Being slightly indignant that vintage starlets with such clearly ample bosom could be so much more innately perky than I, I decided to do more research relating to my questions about what 30s women were wearing as undergarments while donning backless dresses for sport or for evening wear. Perky breast envy aside, I'll tell you why I did so: as I was reading everyone's comments for my last post, I remembered something from yesterday, when I was doing a listing for a sheer 30s evening gown that has a very open back. As I was taking the dress off, I noticed a really unique detail at the top inside portion of each shoulder: basically, they are bits of fabric with a snap at one end. These snaps fit into a snap sewn into the top inner seam of the shoulder. My immediate revelation: HEY, these are to keep a woman's bra and slip straps in place. As I was sitting here, I thought: Hmmm, maybe the slips were cut with low backs and enough under bosom support to serve in place of bras. Well, after even more sleuthing, you won't believe what I've uncovered in the way of images of actual 30s bras....I don't know how readily available these items were, but perhaps not all 30s women went au naturelle? I am absolutely astonished by the ingenuity of the lingerie designers of these items! These look like pieces of architecture!!!

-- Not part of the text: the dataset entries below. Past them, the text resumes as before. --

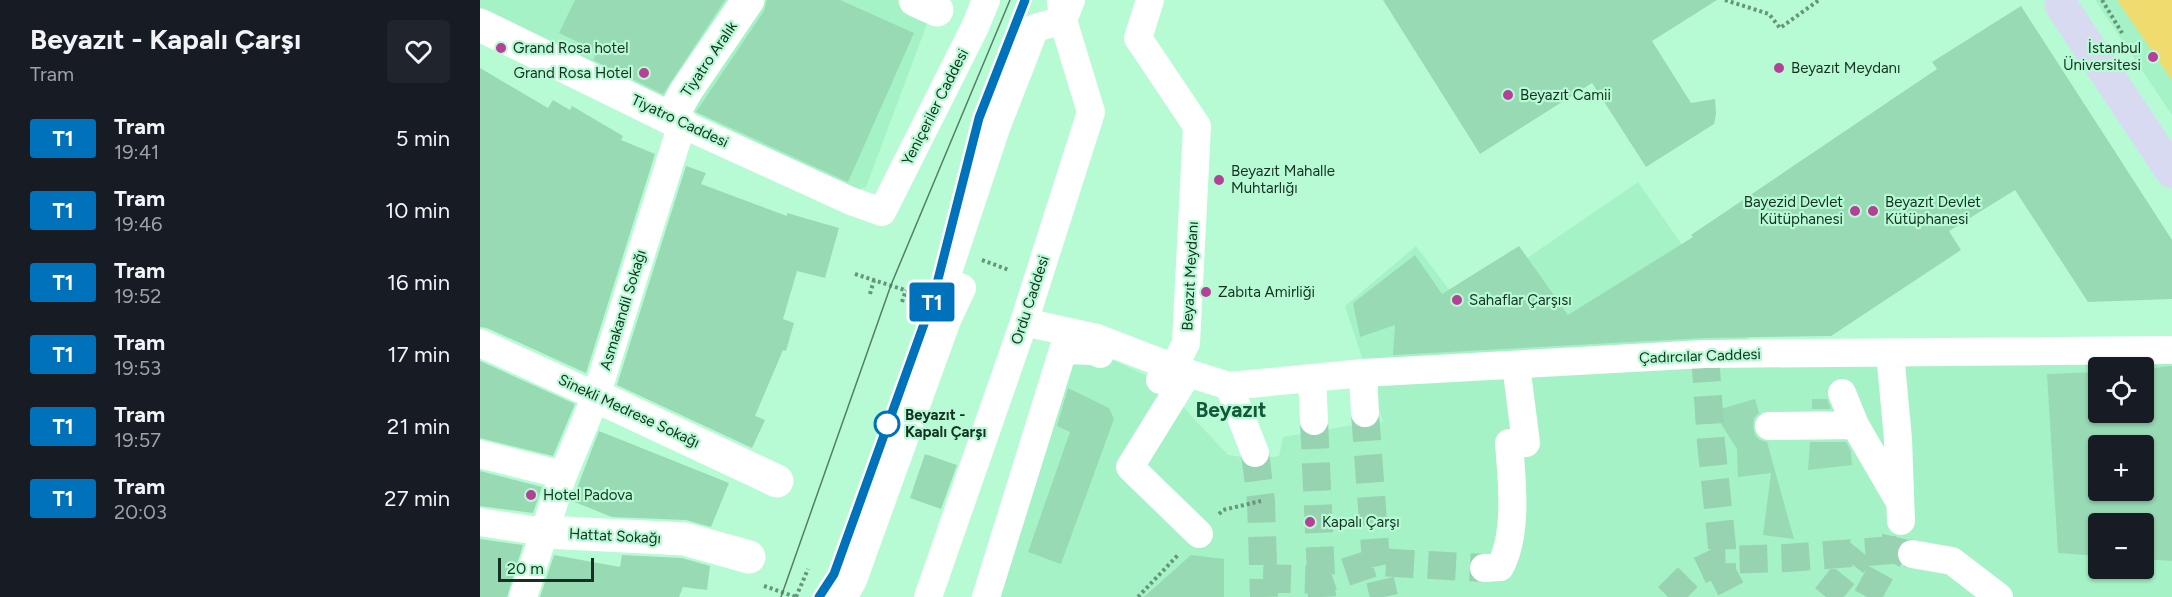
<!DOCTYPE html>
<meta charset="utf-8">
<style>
body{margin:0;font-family:Figtree,sans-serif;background:#20242c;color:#f1f3f6;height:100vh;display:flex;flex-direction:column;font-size:22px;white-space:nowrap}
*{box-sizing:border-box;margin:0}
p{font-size:20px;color:#9ea1a6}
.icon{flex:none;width:33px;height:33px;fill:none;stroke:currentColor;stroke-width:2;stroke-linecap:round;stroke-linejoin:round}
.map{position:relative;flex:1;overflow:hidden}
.drawer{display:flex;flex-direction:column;background:#171b24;width:480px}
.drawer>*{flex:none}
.badge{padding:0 12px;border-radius:4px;font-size:21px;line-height:39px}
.tools{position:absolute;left:1608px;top:357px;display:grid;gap:12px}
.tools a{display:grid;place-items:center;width:66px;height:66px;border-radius:6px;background:#171b24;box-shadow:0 2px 4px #0004;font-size:30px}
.scale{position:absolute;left:18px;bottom:15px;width:96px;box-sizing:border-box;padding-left:6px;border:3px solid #163123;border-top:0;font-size:16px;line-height:21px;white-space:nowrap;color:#163123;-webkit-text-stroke:4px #b7fbd4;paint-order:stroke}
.map>.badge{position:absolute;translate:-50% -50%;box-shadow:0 0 0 3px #fff}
.round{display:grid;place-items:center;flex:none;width:63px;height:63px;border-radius:6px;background:#20242c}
.head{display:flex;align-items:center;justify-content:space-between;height:102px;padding:0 30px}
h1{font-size:28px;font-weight:700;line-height:45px}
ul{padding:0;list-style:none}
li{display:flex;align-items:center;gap:18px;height:72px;padding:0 30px}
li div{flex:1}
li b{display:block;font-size:22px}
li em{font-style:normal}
li .badge{min-width:66px;font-weight:700;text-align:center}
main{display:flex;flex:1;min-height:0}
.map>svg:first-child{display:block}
</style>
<main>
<section class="drawer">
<div class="head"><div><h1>Beyazıt - Kapalı Çarşı</h1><p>Tram</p></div><a class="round"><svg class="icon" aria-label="heart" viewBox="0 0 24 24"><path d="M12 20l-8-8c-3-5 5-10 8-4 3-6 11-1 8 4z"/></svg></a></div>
<ul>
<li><span class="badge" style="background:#0072bc;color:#fff">T1</span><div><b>Tram</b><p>19:41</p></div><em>5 min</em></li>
<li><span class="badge" style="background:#0072bc;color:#fff">T1</span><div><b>Tram</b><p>19:46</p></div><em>10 min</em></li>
<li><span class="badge" style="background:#0072bc;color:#fff">T1</span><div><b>Tram</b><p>19:52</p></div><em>16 min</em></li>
<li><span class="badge" style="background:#0072bc;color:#fff">T1</span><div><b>Tram</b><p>19:53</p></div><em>17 min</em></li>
<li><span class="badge" style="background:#0072bc;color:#fff">T1</span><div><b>Tram</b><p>19:57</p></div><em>21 min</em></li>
<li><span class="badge" style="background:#0072bc;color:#fff">T1</span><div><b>Tram</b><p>20:03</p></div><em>27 min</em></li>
</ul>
</section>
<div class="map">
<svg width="1692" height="597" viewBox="0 0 1692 597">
<rect width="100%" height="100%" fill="#b7fbd4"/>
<!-- built -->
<path fill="#a6f2c7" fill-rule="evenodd" d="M0 0H456L386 187 376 190 0 9Z
M1615 0H1692V115Z
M1158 182 1288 367 1692 351V597H506L583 350 613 351 679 381 748 455 776 459 799 456 803 437 885 423 903 422 865 306 936 246 980 304ZM1618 368H1664V412H1618ZM1618 446H1664V490H1618ZM1618 524H1664V568H1618Z"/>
<!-- green -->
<path fill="#f0dc6e" d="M1637 0H1692V80Z"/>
<!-- building -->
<path fill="#97dab4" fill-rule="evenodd" d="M95 0H245L183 94 113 60 117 51 79 33Z
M287 0H360L434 33 368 182 216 112 284 11Z
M903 0H1237L1172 41 1211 103 1235 99 1236 114 1234 124 1166 167 1112 83 1000 154Z
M1541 6 1692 240V299L1608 302 1535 190 1469 231 1481 250 1351 336 1224 338 913 355 915 325 880 337 873 303 935 255 962 294 1039 246 1088 315 1213 237 1211 235 1457 69 1452 62Z
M0 68 68 108 73 100 90 110 92 106 143 136 141 140 175 154 106 373 7 328 0 327Z
M206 166 226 173 221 184 307 216V213L359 228 345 278 317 271 303 319 314 323 306 351 303 350 275 416 285 420 272 448 137 385Z
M0 361 95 404 73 456 0 438Z
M1692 366V561L1664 559V524H1618V556L1578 553 1567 374 1618 372V412H1664V369ZM1618 446H1664V490H1618Z
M588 388 629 408 634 419 581 564 548 552 590 432 577 426Z
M1275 399 1279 413 1274 418 1273 427 1275 435 1280 440 1287 442 1314 539 1283 535 1291 473 1258 477 1257 449 1233 411Z
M1332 399H1347L1351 409H1332Z
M119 431 249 483 231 527 206 520 132 517 92 501Z
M1330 442H1366L1371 451 1372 465 1328 470Z
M445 454 477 465 461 509 430 498Z
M0 471 62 487 53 513 0 506Z
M0 539 43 545 27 597H0Z
M74 555 140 567 142 555 202 558 230 566 227 590 203 587 199 597H60Z
M711 555 744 559V597H664Z"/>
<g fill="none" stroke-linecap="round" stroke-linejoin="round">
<!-- pedestrian-tunnel -->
<path stroke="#97d3b1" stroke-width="28" stroke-dasharray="28 14" stroke-linecap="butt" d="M1225 354 1231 443 1242 546V572L1255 597
M885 413 896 562 904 597
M834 421 842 597
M775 453 781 501 784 597
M783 578 842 580 896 562 1004 568
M1188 597 1210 575 1242 560 1307 558 1413 550 1432 554
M1346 597 1382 552
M1387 597 1413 550 1416 537"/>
<!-- path -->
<path stroke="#65957a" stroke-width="4" stroke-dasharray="3 3" stroke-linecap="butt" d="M1245 0 1289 14 1300 28 1339 0
M1622 0 1642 33
M502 260 529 270
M375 274 437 294
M390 294 394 280
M422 302 426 290
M739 514 743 510 781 501
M284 586 316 597
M316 597 328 569
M658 597 698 555"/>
<!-- pedestrian -->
<path stroke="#fff" stroke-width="28" d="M670 0 658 38 717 126 706 343 694 367 680 380
M544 322 617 338 708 373 749 386 883 373 1225 354 1692 350
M0 343 116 396
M1410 353 1418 439 1421 521
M708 373 650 467 719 534
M883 373 885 413
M832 378 834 421
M749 386 775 453
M1362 393 1375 425 1418 499
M1289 426 1375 425
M0 454 83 475
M0 522 65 532
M1432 554 1472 561 1519 597
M1004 568 1020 567C1038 534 1032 481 1029 443H1046L1036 365
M43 597 83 475 116 396 202 124 371 201 402 212 495 27 506 0
M360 597 368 589 373 580 467 320 482 288 465 281 516 128 555 28 583 20 591 0
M448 597 544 322 611 112 583 20 581 2
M506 597 583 350 613 351 620 354"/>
<!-- minor -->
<path stroke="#fff" stroke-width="33" d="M435 0 457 10
M191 118 206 91 268 0
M116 396 297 481
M65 532 205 539 269 557"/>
<!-- tertiary -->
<path stroke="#fff" stroke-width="33" d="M0 25 202 124"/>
<!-- secondary -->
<path stroke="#d8daf2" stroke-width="33" d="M1581 5 1692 172"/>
<!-- tram -->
<path stroke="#547f67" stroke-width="1.5" d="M301 597 411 285 530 0
M339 597 354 574 453 299 499 118 545 0"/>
</g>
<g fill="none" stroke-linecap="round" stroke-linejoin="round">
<!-- line casing -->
<g stroke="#fff" stroke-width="14">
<path id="line" d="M339 597 354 574 453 299 499 118 545 0"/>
</g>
<!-- line -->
<use href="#line" stroke="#0072bc" stroke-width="9"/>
</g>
<!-- markers -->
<g fill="#b54098" stroke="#b7fbd4" stroke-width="2">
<circle cx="21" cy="48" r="6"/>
<circle cx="1673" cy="57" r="6"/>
<circle cx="1299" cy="68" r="6"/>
<circle cx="164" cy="73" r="6"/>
<circle cx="1028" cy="95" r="6"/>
<circle cx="739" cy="180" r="6"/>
<circle cx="1375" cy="211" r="6"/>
<circle cx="1393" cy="211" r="6"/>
<circle cx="726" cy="292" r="6"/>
<circle cx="977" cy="300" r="6"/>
<circle cx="51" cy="495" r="6"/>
<circle cx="830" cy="522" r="6"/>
</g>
<circle fill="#fff" stroke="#0072bc" stroke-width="3" cx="407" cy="424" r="12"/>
<g text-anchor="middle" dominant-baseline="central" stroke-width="4.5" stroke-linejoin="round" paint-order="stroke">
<!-- poi labels -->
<g font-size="15" fill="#163123" stroke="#b7fbd4" text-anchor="start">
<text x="33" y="48">Grand Rosa hotel</text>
<text x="1661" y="48" text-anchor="end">İstanbul<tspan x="1661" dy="17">Üniversitesi</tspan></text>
<text x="1311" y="68">Beyazıt Meydanı</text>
<text x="152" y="73" text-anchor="end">Grand Rosa Hotel</text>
<text x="1040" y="95">Beyazıt Camii</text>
<text x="751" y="171">Beyazıt Mahalle<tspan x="751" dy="17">Muhtarlığı</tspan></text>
<text x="1363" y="202" text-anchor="end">Bayezid Devlet<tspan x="1363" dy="17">Kütüphanesi</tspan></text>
<text x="1405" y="202">Beyazıt Devlet<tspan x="1405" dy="17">Kütüphanesi</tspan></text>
<text x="738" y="292">Zabıta Amirliği</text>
<text x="989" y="300">Sahaflar Çarşısı</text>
<text x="63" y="495">Hotel Padova</text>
<text x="842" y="522">Kapalı Çarşı</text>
</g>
<!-- street labels -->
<g font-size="15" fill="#163123" stroke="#b7fbd4">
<text transform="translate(229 59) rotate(-56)">Tiyatro Aralık</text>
<text transform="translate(455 107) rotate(-63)">Yeniçeriler Caddesi</text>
<text transform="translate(200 121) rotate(25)">Tiyatro Caddesi</text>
<text transform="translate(710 276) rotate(-87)">Beyazıt Meydanı</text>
<text transform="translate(550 300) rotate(-72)">Ordu Caddesi</text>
<text transform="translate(143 310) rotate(-73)">Asmakandil Sokağı</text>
<text transform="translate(1220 356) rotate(-2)">Çadırcılar Caddesi</text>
<text transform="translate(149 411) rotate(25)">Sinekli Medrese Sokağı</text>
<text transform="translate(135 536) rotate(3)">Hattat Sokağı</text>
</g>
<!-- stop labels -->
<g font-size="15" font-weight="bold" fill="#163123" stroke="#b7fbd4" text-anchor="start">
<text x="425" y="415">Beyazıt -<tspan x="425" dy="17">Kapalı Çarşı</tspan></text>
</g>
<!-- district labels -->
<g font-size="21" font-weight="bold" fill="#125939" stroke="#b7fbd4">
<text x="751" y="409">Beyazıt</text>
</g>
</g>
</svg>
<div class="tools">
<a><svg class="icon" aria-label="locate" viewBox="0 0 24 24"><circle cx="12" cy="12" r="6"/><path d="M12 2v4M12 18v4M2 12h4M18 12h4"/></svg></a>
<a>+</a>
<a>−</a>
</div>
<div class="scale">20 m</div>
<b class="badge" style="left:452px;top:302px;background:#0072bc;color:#fff">T1</b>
</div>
</main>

This first image below is from the site greenmystyle.com. It is a picture of a "Scandale" bra by Soutien George (from France). The bra came with an original package which has the following information on it: "The Scandale bra is an absolutely new conception. The cups are independent, they model the bust and are a perfect shape for the breasts. It doesn't move about and is ideal for sport. It's light, perfectly moulded, leaving the back bare, it is also ideal for the evening." Now THAT's what I need!
Next images: French brand Ferraro Paris bra with really low back. The cups are sheer and soft, thereby perhaps giving the look of bralessness? Maybe this was Myrna's Secret?
Next, the Kestos style bra, circa 1936, from Symington's Avro range. Apparently, according to the Leistershire County Council's website (which is where I got these two images), "the Kestos bra was very popular during the 1930s as it was very brief, light, and comfortable. The simple cups are constructed with a simple dart and the fit was adusted across the back." The back straps look low enough to wear under sporty or dressy backless frocks.
Next up: images of a 1930s bustier already sold online. Again, the back looks like it could be low enough for wear with a backless dress.
Last image from Dandelion Vintage. This is an asymmetrical bra. Not sure what the back looks like, but apparently the one cup design was for dresses with one strap. Just another example of deco bra ingenuity!
If I find anything more, I'll be sure to share! Oh, by the way, I understand the divine Wearing History is going to be putting out some 30s lingerie patterns for sale on Etsy soon, so we may be able to make our own deco knickers!